Attendu qu'en appliquant ainsi la clause pénale, alors qu'il résultait de ces constatations qu'il existait une incertitude sur les modalités objectives de décompte des ristournes dues par la société Galec au jour de l'exclusion des sociétés en cause, par suite de la possibilité pour la société Galec de différer la restitution des ristournes et de laisser les adhérents dans l'ignorance de l'existence des redevances confidentielles qu'elle avait perçues pour leur compte et, par conséquent, sur la portée de l'engagement souscrit par les sociétés du Groupe Abihssira relatif à la perte, au jour du retrait, de tout droit aux ristournes non encore payées, résultant de l'article 12 des statuts, la cour d'appel a violé le texte susvisé ;

Et attendu qu'en application de l'article 627, alinéa 2, du nouveau Code de procédure civile, la Cour de Cassation peut, en cassant sans renvoi, mettre fin au litige en appliquant la règle de droit appropriée ;

PAR CES MOTIFS, et sans qu'il y ait lieu de statuer sur les autres branches du troisième moyen et sur le quatrième moyen, pris en ses diverses branches :

CASSE ET ANNULE,mais seulement en ce qu'il a autorisé la société Galec à conserver le montant des ristournes dues aux sociétés du Groupe Abihssira, s'élevant à 33 934 804 francs, l'arrêt rendu le 15 mai 1997, entre les parties, par la cour d'appel de Paris ;

DIT n'y avoir lieu à renvoi ;

Condamne la société Galec à leur restituer lesdites sommes assorties des intérêts au taux légal à compter de la signification du présent arrêt, ainsi que pour la période écoulée entre l'assignation du 21 octobre 1994 et la signification de l'arrêt de la cour d'appel de Paris, du 15 mai 1997 ;

Condamne la société coopérative Groupement d'achats des centres distributeurs Leclerc-Galec et le GIE Paris Sud expansion aux dépens ;

Dit que les dépens de première instance et d'appel seront partagés, à charge de la société Galec pour un quart et des sociétés Marchés usines Samu-Auchan pour les trois quarts et qu'il n'est dû, au titre de l'instance au fond et de l'instance de cassation, aucune somme au titre de l'article 700 du nouveau Code de procédure civile ;

Dit que sur les diligences du procureur général près la Cour de Cassation, le présent arrêt sera transmis pour être transcrit en marge ou à la suite de l'arrêt partiellement cassé.

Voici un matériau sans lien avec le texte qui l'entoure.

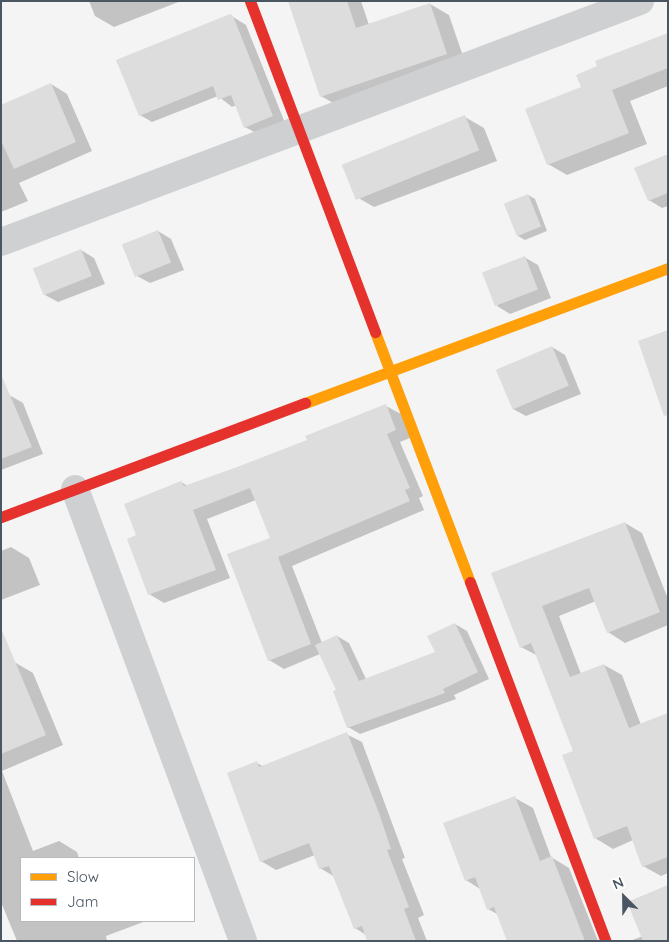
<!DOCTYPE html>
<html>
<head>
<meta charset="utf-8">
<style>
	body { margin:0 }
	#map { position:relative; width:669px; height:942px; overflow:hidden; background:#f4f4f4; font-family:Quicksand,sans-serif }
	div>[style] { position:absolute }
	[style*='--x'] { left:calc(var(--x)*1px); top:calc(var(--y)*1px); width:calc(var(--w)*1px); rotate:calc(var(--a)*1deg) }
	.shadow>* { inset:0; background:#0003 }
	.building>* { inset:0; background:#ddddde; transform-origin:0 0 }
	.street>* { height:28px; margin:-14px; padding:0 14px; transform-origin:14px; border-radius:14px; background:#ced0d2 }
	.slow>* { height:11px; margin:-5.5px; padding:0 5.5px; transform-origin:5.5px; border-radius:5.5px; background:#ff9f0a }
	.jam>* { height:11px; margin:-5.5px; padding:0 5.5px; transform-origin:5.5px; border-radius:5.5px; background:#e5322d }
	span { translate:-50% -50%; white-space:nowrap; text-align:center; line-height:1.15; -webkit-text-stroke:4px #fff; paint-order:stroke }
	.frame { position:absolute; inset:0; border:2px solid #4a5661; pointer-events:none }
	.legend { position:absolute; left:20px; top:857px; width:175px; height:65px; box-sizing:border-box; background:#fff; border:1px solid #b7bbc0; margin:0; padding:6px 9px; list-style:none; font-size:15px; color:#4a5661 }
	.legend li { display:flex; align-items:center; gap:10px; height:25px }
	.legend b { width:25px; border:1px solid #b7bbc0 }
	.north { position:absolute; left:599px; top:872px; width:50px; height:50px; -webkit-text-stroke:4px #fff; paint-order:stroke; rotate:337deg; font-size:14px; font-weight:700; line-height:20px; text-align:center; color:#4a5661 }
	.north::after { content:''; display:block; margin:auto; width:18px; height:22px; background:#4a5661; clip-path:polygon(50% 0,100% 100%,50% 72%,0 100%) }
</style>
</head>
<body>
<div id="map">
	<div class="shadow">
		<i style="clip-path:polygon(89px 1px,181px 1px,114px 27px,95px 16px)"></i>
		<i style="clip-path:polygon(289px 1px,361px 1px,369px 25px,430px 4px,449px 15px,466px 65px,340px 107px,321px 96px)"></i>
		<i style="clip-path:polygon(230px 15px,246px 25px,285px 123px,258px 134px,245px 127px,236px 105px,232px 107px,218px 96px,152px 122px,140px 115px)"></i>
		<i style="clip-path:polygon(668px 34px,668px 86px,630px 101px,647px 144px,567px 175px,548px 164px,583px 88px)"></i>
		<i style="clip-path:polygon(51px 84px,67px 94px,92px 151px,19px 183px,28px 201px,1px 212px,1px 106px)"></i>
		<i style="clip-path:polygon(465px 117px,484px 128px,497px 161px,374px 207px,355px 196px)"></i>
		<i style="clip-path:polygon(668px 155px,668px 206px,662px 208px,649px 200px)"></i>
		<i style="clip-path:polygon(528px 195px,535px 199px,547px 231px,525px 240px,518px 236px)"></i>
		<i style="clip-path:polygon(158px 231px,171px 239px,184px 270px,150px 283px,137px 276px)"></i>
		<i style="clip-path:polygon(81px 250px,94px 258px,105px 284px,58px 302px,45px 295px)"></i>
		<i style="clip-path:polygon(524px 257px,538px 265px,551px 298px,510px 314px,497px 306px)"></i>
		<i style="clip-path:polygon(552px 347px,565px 355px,581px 394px,526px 416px,513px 409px)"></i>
		<i style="clip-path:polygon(11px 396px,23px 403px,43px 454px,1px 470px,1px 400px)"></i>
		<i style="clip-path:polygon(386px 406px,401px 414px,410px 438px,400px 442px,423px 496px,419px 498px,424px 510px,292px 566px,322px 643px,337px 636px,349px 643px,366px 679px,436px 653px,455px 624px,467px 631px,489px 679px,454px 695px,456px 699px,360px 734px,348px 727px,338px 690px,320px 654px,284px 669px,269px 660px,271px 538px,256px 500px,207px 519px,230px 578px,164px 603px,149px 594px,138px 536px,181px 482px,188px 486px,308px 441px)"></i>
		<i style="clip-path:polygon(625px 523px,642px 533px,668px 599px,668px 625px,625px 643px,608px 632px,596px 601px,559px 616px,581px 674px,604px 665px,622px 675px,641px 725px,668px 714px,668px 873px,661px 876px,643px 866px,633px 840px,613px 849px,595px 838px,574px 752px,538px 656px,521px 647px,492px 574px)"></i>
		<i style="clip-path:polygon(11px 547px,29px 558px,40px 585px,1px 600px,1px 551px)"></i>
		<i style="clip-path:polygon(16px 663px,33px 673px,63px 745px,2px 771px,33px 851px,59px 841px,77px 852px,79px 858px,21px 858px,21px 921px,146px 921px,106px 936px,107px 941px,17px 941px,1px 902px,1px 669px)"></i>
		<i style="clip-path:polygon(346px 734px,362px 742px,405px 858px,402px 859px,424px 915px,418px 918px,427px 941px,369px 941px,366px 935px,355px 928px,335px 877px,320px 868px,315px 855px,276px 870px,261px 861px,257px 763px,264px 767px)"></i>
		<i style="clip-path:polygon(515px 798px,533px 808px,551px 857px,569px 868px,598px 941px,508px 941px,499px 915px,488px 909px,480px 889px,466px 880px)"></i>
		<i style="clip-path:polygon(643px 936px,668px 941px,630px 941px)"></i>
	</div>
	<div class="building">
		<i style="clip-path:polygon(288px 1px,347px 1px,356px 28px,430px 3px,447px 54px,320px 97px)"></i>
		<i style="clip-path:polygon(230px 14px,233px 16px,273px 116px,244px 128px,231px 95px,218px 100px,213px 86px,139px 116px,116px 60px)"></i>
		<i style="clip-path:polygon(668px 33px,668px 68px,612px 90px,629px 133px,547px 165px,525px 109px,581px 87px,576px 75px,597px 66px,595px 61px)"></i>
		<i style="clip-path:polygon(51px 83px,76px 142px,14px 169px,1px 141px,1px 105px)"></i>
		<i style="left:465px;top:115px;width:38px;height:133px;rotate:68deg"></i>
		<i style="clip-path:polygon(668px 154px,668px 193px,648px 201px,634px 168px)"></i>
		<i style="left:528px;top:194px;width:35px;height:26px;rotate:68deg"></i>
		<i style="left:158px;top:230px;width:35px;height:39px;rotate:68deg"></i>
		<i style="left:81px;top:249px;width:29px;height:52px;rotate:68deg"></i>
		<i style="left:525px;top:256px;width:36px;height:46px;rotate:69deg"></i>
		<i style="clip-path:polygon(668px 330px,668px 415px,664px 416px,638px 341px)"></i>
		<i style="left:552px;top:346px;width:43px;height:61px;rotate:67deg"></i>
		<i style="clip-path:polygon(1px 374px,32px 447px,1px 459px)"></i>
		<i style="clip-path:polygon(386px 404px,396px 430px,387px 434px,410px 488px,405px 490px,410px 501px,278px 557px,311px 644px,268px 661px,227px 554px,270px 538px,250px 488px,193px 510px,216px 570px,148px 595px,127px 539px,136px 535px,124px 504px,181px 481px,184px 486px,237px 467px,307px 440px,305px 436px)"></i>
		<i style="clip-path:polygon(625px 522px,660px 612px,607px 633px,589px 588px,542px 606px,570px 677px,604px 664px,629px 728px,668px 713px,668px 857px,642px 867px,627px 826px,594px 839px,562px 755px,573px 751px,531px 643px,520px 648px,491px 573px)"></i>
		<i style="clip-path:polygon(455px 623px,478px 672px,443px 689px,445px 693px,347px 728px,333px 691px,336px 690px,315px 645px,337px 635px,359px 681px,435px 652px,427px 636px)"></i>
		<i style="clip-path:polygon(1px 628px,46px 735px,1px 754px)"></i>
		<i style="clip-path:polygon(347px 732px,379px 813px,391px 849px,387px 850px,409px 907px,404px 909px,416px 941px,367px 941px,362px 926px,354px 929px,329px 866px,319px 869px,309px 843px,260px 862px,227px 773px,257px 761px,259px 767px)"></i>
		<i style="clip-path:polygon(515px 796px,540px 861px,552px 856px,585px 941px,507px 941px,494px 907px,487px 910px,475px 877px,465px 881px,443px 823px)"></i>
		<i style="clip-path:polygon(668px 885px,668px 941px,643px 941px,627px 902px)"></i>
	</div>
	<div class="street">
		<i style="--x:1;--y:242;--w:683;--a:-20.66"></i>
		<i style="--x:75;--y:489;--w:482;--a:69.6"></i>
	</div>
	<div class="slow">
		<i style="--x:375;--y:332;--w:267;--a:69.2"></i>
		<i style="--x:305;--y:403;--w:387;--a:-20.4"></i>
	</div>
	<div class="jam">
		<i style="--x:250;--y:1;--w:354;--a:69.3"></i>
		<i style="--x:1;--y:517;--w:325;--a:-20.6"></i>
		<i style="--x:470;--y:582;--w:384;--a:69.3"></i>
	</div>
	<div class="frame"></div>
	<ul class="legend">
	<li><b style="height:6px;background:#ff9f0a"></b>Slow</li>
	<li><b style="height:6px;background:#e5322d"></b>Jam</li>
	</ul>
	<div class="north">N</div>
</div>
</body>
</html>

Sur le rapport de M. Métivet, conseiller, les observations de la SCP Célice, Blancpain et Soltner, avocat des sociétés des Marchés usines Samu-Auchan, Paris Ouest approvisionnement-Parouest, Jamin, Lonpont distribution et Sody, de la SCP Tiffreau, avocat de la société Groupement d'achats des centres distributeurs Leclerc-Galec et du GIE Paris Sud expansion, les conclusions de M. Lafortune, avocat général, à la suite desquelles le président a demandé aux avocats s'ils souhaitaient présenter des observations complémentaires, et après en avoir délibéré conformément à la loi ; M. DUMAS président.